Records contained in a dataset
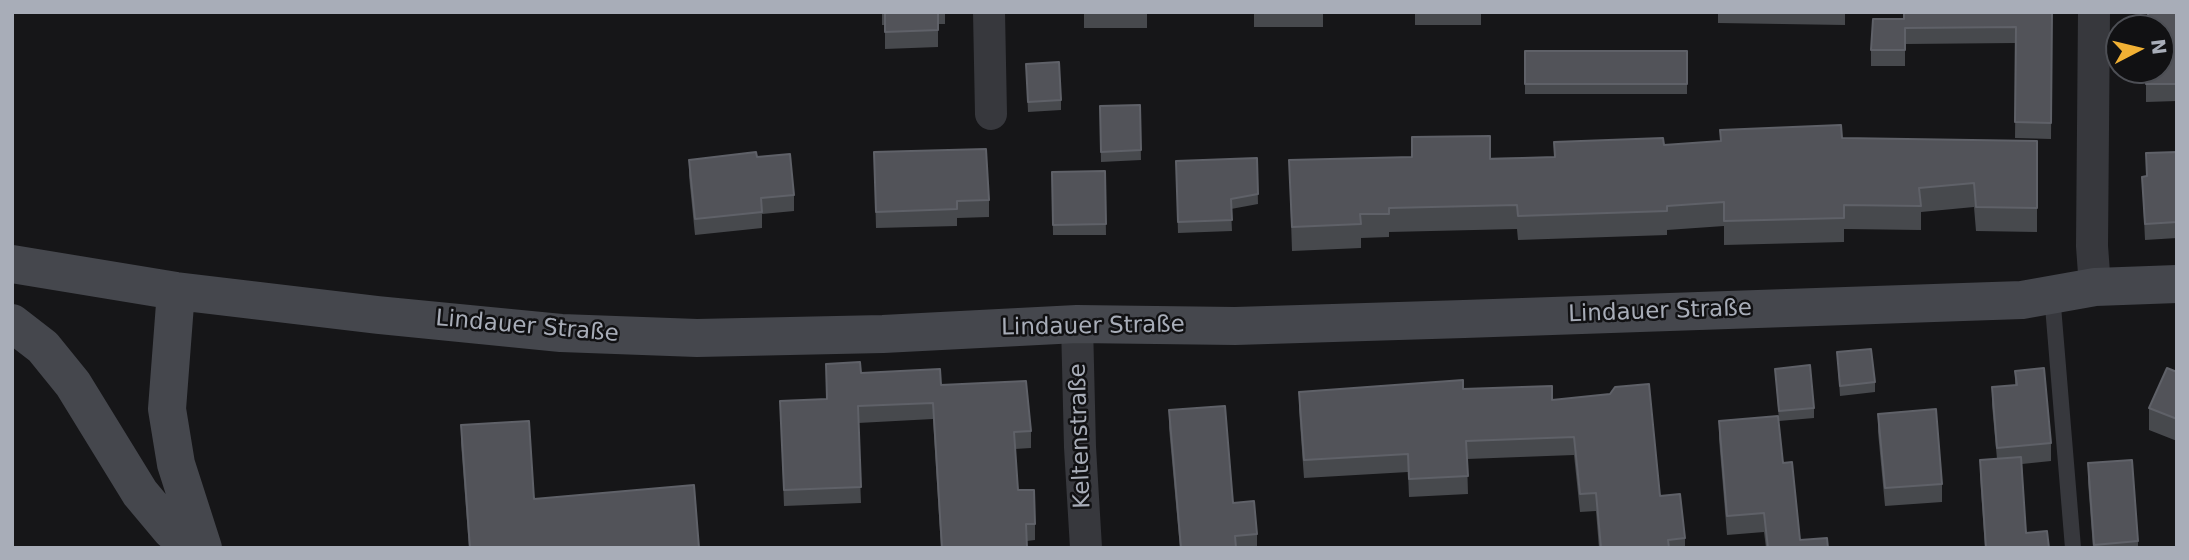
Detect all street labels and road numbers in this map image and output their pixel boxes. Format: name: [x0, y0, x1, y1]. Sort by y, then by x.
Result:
street label: Lindauer Straße: [1568, 295, 1752, 329]
street label: Lindauer Straße: [434, 305, 620, 349]
street label: Lindauer Straße: [1001, 312, 1185, 342]
street label: Keltenstraße: [1065, 363, 1097, 509]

EXERCISE GOAL:
Only the text of the entries above is to be given again, exactly, with the pictures left out.

THE COMPLETED TASK:
Detect all street labels and road numbers in this map image and output their pixel boxes. Format: name: [x0, y0, x1, y1]. Sort by y, then by x.
Result:
street label: Lindauer Straße: [1568, 295, 1752, 329]
street label: Lindauer Straße: [434, 305, 620, 349]
street label: Lindauer Straße: [1001, 312, 1185, 342]
street label: Keltenstraße: [1065, 363, 1097, 509]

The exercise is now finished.